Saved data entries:
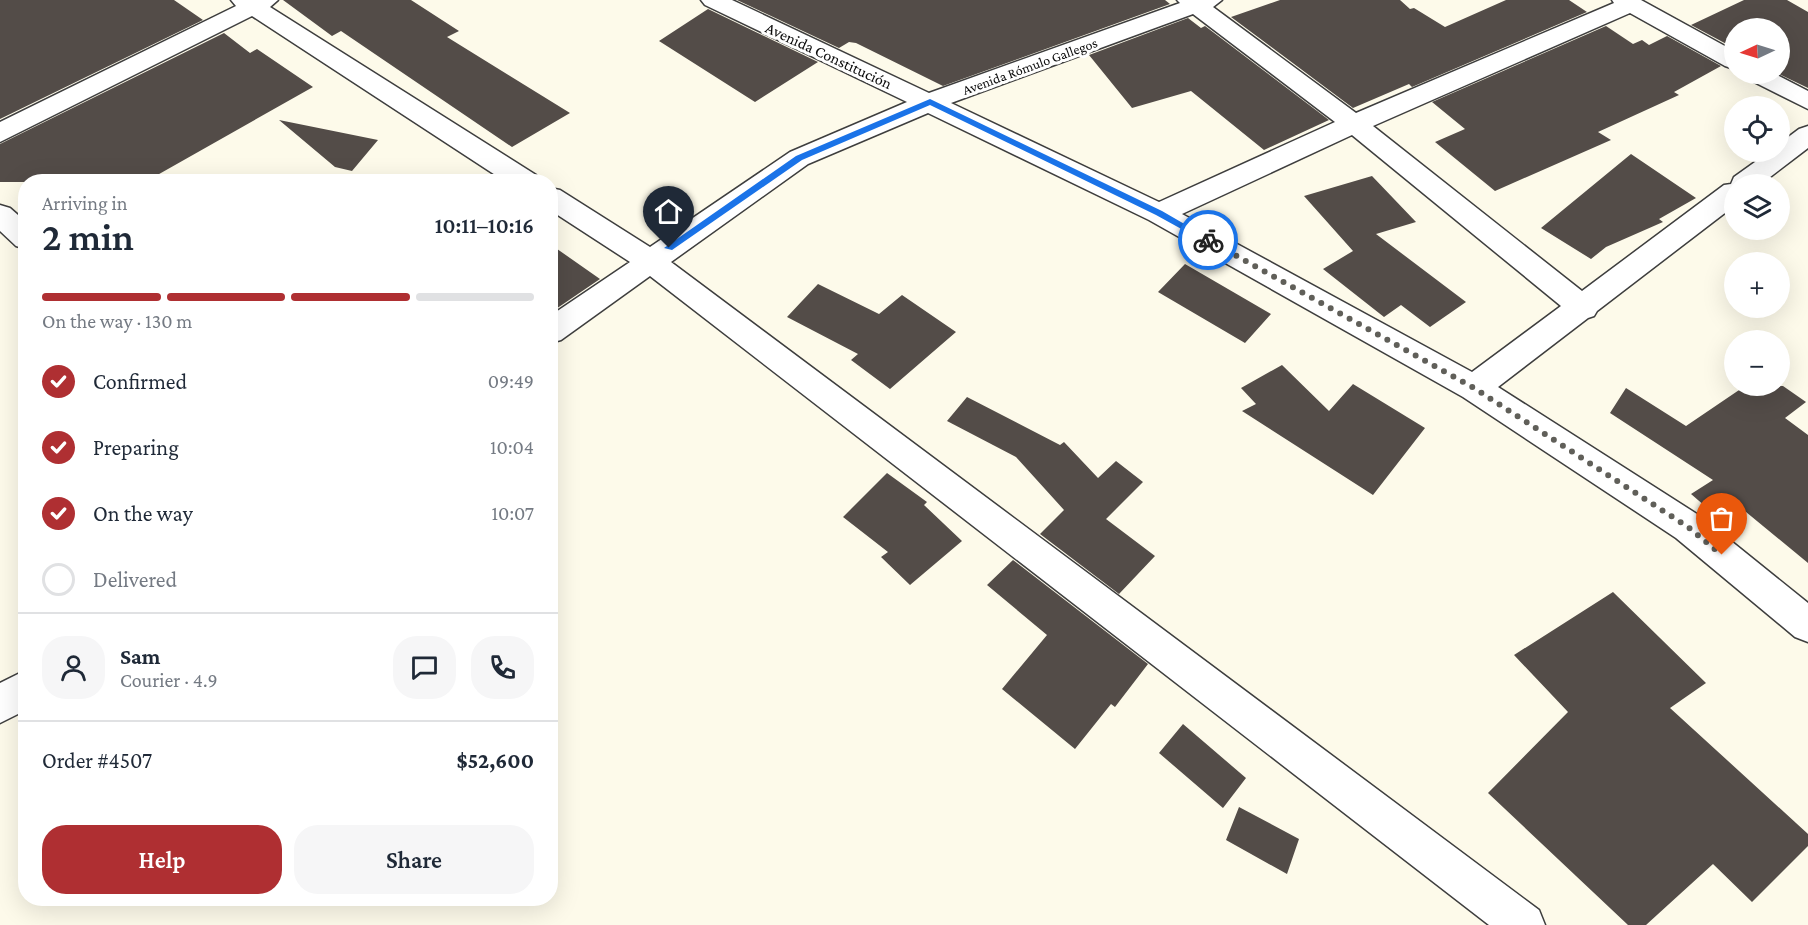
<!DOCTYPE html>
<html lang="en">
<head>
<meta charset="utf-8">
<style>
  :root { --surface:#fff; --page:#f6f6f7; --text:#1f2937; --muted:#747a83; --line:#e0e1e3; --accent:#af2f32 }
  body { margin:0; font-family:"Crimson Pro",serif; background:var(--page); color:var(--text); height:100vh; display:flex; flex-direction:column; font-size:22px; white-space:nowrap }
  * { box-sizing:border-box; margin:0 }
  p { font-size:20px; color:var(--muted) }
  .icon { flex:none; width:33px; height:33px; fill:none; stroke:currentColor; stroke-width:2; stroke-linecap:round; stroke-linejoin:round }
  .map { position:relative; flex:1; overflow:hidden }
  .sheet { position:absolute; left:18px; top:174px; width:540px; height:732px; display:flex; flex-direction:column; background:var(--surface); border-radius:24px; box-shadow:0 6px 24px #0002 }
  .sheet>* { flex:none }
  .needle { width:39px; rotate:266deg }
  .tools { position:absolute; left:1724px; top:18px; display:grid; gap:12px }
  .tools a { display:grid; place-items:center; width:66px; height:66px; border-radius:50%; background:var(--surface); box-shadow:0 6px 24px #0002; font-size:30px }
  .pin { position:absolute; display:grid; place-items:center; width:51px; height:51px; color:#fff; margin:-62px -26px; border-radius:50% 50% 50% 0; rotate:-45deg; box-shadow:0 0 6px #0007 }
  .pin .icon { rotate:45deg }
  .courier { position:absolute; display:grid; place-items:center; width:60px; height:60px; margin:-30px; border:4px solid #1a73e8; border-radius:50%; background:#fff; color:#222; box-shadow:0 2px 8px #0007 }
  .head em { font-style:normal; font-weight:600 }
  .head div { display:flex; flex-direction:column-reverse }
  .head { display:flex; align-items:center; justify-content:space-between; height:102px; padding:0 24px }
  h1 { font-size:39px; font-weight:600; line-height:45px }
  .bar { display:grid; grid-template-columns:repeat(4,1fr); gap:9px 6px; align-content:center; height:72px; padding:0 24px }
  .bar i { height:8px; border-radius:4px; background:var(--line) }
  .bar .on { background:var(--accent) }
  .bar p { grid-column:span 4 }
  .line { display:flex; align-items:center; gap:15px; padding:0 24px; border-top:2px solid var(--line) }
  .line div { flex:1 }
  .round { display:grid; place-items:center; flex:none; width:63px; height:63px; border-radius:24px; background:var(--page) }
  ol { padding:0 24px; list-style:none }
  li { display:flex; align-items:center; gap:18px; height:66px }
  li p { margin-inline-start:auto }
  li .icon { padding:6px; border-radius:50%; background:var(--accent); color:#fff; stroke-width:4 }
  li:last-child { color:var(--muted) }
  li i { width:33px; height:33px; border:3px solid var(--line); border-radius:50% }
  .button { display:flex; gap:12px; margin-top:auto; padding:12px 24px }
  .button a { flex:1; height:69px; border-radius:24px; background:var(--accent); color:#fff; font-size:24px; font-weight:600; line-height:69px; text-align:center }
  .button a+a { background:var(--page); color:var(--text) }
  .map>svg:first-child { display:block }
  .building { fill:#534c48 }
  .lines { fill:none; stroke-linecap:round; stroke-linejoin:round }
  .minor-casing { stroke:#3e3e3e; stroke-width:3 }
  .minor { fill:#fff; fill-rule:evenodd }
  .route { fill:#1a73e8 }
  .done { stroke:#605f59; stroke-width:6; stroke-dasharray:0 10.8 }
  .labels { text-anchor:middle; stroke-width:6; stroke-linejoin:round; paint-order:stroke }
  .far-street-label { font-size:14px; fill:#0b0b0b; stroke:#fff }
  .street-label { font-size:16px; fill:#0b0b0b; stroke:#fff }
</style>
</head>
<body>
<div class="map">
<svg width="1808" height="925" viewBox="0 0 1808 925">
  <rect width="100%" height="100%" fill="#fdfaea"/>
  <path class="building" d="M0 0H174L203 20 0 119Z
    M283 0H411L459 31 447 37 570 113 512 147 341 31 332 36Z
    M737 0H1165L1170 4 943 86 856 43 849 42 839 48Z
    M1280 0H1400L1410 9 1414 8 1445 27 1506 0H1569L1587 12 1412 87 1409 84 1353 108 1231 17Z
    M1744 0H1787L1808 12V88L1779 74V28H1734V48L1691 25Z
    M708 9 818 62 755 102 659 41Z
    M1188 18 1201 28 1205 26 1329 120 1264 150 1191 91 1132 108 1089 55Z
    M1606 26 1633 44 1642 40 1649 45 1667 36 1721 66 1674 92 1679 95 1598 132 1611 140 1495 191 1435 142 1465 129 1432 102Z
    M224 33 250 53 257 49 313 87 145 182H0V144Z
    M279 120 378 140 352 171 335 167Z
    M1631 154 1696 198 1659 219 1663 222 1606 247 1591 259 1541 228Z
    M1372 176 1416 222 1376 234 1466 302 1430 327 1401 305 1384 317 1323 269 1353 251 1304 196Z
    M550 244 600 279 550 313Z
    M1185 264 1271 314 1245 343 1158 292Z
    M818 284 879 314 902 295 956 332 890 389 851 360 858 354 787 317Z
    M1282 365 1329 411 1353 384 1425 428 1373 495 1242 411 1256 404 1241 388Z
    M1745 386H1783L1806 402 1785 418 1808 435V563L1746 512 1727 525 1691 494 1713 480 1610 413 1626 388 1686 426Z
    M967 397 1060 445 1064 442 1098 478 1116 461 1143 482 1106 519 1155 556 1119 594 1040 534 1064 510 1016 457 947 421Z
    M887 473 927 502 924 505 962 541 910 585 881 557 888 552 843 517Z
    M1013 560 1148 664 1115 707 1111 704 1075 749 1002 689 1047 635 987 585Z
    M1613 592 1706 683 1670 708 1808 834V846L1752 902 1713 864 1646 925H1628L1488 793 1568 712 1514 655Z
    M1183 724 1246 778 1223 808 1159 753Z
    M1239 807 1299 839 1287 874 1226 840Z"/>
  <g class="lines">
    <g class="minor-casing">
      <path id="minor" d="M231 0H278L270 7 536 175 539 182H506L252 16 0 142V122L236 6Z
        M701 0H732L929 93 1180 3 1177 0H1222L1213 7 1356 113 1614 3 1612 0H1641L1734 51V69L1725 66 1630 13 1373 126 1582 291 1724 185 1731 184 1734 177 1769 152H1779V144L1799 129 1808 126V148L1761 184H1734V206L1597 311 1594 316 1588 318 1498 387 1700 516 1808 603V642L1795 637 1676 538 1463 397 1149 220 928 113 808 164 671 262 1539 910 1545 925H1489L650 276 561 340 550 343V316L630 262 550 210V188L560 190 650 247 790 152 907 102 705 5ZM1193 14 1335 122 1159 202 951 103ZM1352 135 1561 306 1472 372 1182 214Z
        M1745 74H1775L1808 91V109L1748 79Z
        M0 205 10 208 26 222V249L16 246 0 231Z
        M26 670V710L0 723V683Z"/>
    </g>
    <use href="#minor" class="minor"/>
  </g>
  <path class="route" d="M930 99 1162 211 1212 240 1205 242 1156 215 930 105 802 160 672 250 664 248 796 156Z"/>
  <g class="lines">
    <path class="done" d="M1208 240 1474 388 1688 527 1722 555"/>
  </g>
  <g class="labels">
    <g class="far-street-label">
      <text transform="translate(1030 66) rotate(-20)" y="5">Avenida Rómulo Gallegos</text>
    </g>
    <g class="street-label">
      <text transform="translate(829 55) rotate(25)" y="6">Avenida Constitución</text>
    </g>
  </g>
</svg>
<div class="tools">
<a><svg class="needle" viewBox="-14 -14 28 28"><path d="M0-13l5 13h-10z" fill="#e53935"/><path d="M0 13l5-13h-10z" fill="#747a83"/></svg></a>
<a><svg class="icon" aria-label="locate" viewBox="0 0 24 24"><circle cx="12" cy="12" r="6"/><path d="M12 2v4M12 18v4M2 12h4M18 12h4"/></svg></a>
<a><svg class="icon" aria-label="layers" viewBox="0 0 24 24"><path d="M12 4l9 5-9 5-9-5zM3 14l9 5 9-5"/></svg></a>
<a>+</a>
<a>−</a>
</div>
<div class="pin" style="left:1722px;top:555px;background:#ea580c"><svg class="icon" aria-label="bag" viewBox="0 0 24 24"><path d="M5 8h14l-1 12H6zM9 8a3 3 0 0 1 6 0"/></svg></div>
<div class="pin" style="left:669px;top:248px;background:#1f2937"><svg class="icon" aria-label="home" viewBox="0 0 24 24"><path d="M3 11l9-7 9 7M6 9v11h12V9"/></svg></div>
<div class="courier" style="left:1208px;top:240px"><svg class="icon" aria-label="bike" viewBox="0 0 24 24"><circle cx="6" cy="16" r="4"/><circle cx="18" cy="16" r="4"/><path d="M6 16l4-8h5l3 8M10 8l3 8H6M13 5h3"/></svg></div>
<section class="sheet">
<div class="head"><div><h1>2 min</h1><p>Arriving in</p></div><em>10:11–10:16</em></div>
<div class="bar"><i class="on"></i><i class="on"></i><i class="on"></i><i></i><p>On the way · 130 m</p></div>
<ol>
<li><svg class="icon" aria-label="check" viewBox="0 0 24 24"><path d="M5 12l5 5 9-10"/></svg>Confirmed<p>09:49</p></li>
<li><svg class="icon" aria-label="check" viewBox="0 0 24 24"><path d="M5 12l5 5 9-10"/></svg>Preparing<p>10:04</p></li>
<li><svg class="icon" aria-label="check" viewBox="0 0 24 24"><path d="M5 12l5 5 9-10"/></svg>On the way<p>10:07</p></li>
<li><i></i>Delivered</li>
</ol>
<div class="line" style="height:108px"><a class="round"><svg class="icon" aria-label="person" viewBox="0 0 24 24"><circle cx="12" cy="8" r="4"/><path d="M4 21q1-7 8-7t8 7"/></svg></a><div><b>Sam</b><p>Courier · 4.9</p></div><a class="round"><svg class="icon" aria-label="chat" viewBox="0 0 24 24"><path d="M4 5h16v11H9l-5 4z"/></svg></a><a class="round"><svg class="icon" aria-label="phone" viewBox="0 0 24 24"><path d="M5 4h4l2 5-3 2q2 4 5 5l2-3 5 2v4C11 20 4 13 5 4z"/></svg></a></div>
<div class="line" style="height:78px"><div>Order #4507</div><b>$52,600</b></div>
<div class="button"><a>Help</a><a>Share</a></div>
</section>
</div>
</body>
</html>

▸ **Exercise goal**:
Scan the entries for lines holding the string "linecap", then copy every one of them.

▸ **Exercise result**:
  .icon { flex:none; width:33px; height:33px; fill:none; stroke:currentColor; stroke-width:2; stroke-linecap:round; stroke-linejoin:round }
  .lines { fill:none; stroke-linecap:round; stroke-linejoin:round }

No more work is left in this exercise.